Startseite Kultur „Im Taxi habe ich bitterlich geweint“

„Im Taxi habe ich bitterlich geweint“

von Max

Lieblingsort Bühne

Nervös, sagt er, wird er davor sicher sein: „Achteinhalb Stunden Tiefschlaf werde ich wohl nicht bekommen. Ich bin vor Auftritten immer ein wenig nervös, erst recht bei so einem. Aber wenn dann die ersten fünf Takte gespielt sind, liebe ich es. Die Bühne ist mein Lieblingsort, da gehöre ich hin.“

Josh bereitet sich aber auch schon auf die Tage danach vor. Mit dem Song „Ich gehör repariert“ hat der 38-Jährige öffentlich gemacht, dass er nach seinem Durchbruch mit dem Superhit „Cordula Grün“ an einer Überlastungsdepression erkrankt war. Durch eine Therapie geht es ihm jetzt besser. Aber die Tage nach einem großen Ereignis sind immer kritisch.

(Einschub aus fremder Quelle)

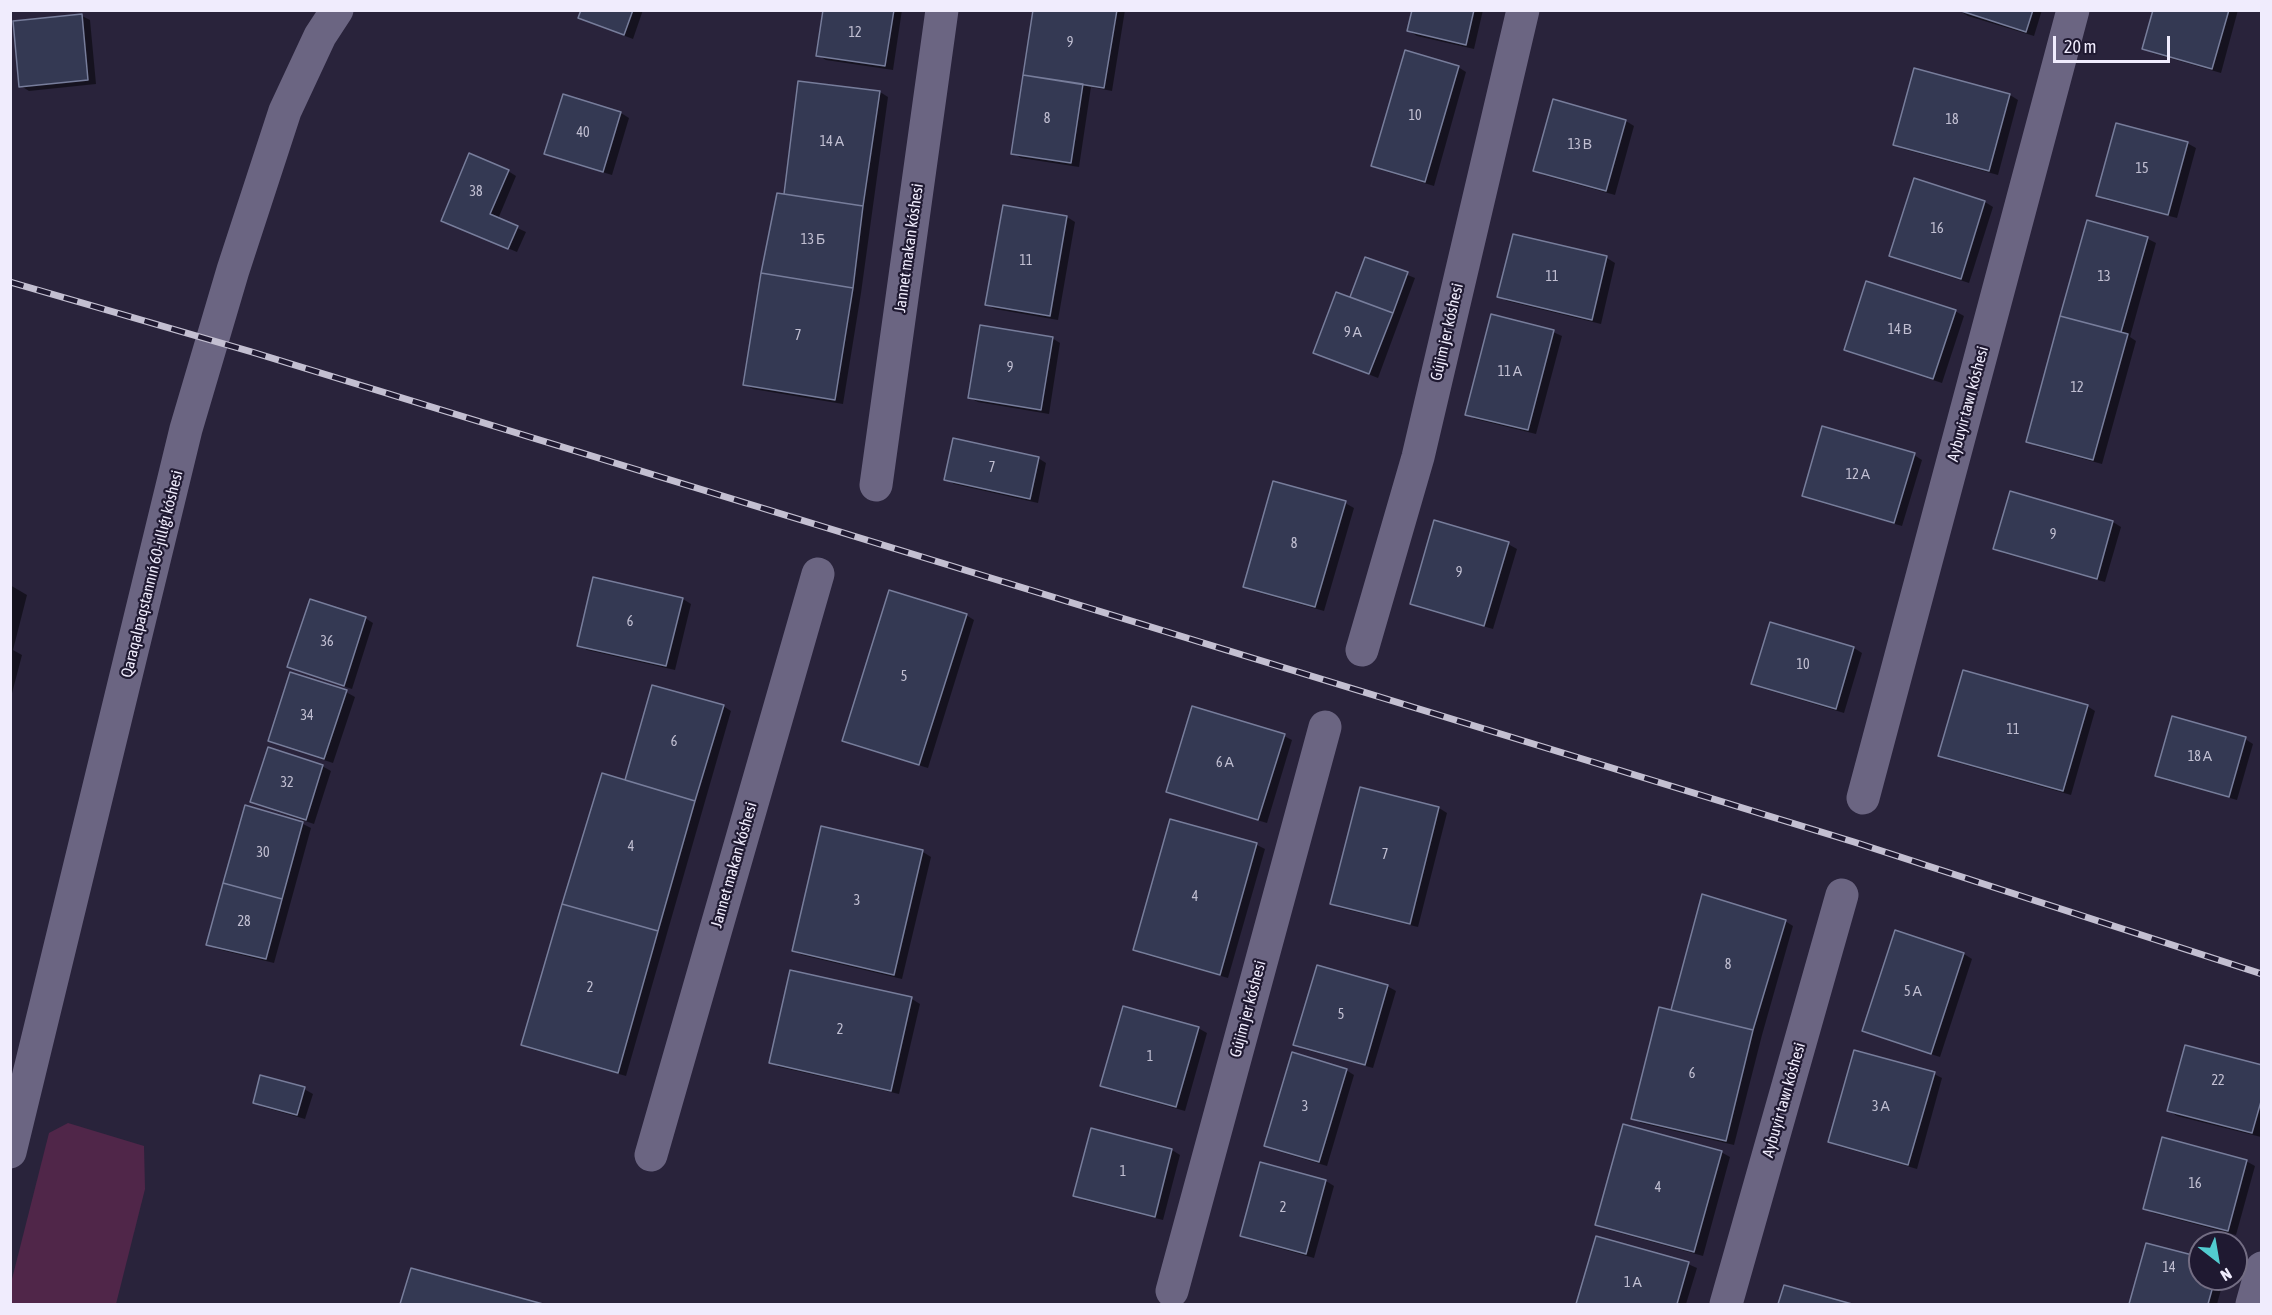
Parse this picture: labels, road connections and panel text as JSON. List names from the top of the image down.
{
  "streets": {
    "street": [
      "Jannet makan kóshesi",
      "Gújim jer kóshesi",
      "Aybuyir tawı kóshesi",
      "Qaraqalpaqstannıń 60-jıllıǵı kóshesi"
    ]
  },
  "house_numbers": [
    "12",
    "9",
    "10",
    "8",
    "18",
    "40",
    "14 А",
    "13 В",
    "15",
    "38",
    "16",
    "13 Б",
    "11",
    "11",
    "13",
    "14 В",
    "9 А",
    "7",
    "9",
    "11 А",
    "12",
    "7",
    "12 А",
    "9",
    "8",
    "9",
    "6",
    "36",
    "10",
    "5",
    "34",
    "11",
    "6",
    "18 А",
    "6 А",
    "32",
    "4",
    "30",
    "7",
    "4",
    "3",
    "28",
    "8",
    "2",
    "5 А",
    "5",
    "2",
    "1",
    "6",
    "22",
    "3",
    "3 А",
    "1",
    "16",
    "4",
    "2",
    "14",
    "1 А"
  ],
  "scale_bar": "20 m",
  "north": "bottom right"
}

„So ein Konzert ist eine extreme Endorphinausschüttung, und kurz danach liegst du alleine im Bett. Bei diesem von Groß auf Klein kann ich leicht in ein tiefes Loch fallen – noch dazu, wo ich danach für den Rest des Jahres keine Auftritte mehr habe. Aber ich habe schon so viel mit meiner Therapeutin gearbeitet, dass ich mich darauf einstelle, dass da zwei Wochen kommen, wo ich mir vielleicht denke, was habe ich für eine Aufgabe im Leben – und was mache ich jetzt?“

Abfangen will Josh das mit Bewegung. Er plant, nach der Show irgendwo aufs Land zu fahren, um dort als Biker oder Wanderer unterwegs zu sein – alles, nur nicht daheim auf die Decke starren. Und er plant, nicht zu viel Alkohol zu trinken, was auch hilft.

Viele Stellschrauben

Mit seiner Therapeutin, sagt er, habe er schon viele Stellschrauben gefunden, an denen er drehen kann, damit die Tiefs „aushaltbar“ werden. Er warnt aber davor, dass solche Maßnahmen bei schweren Depressionen nicht genug sind, rät jedem, dem es ähnlich geht, sich Hilfe zu holen.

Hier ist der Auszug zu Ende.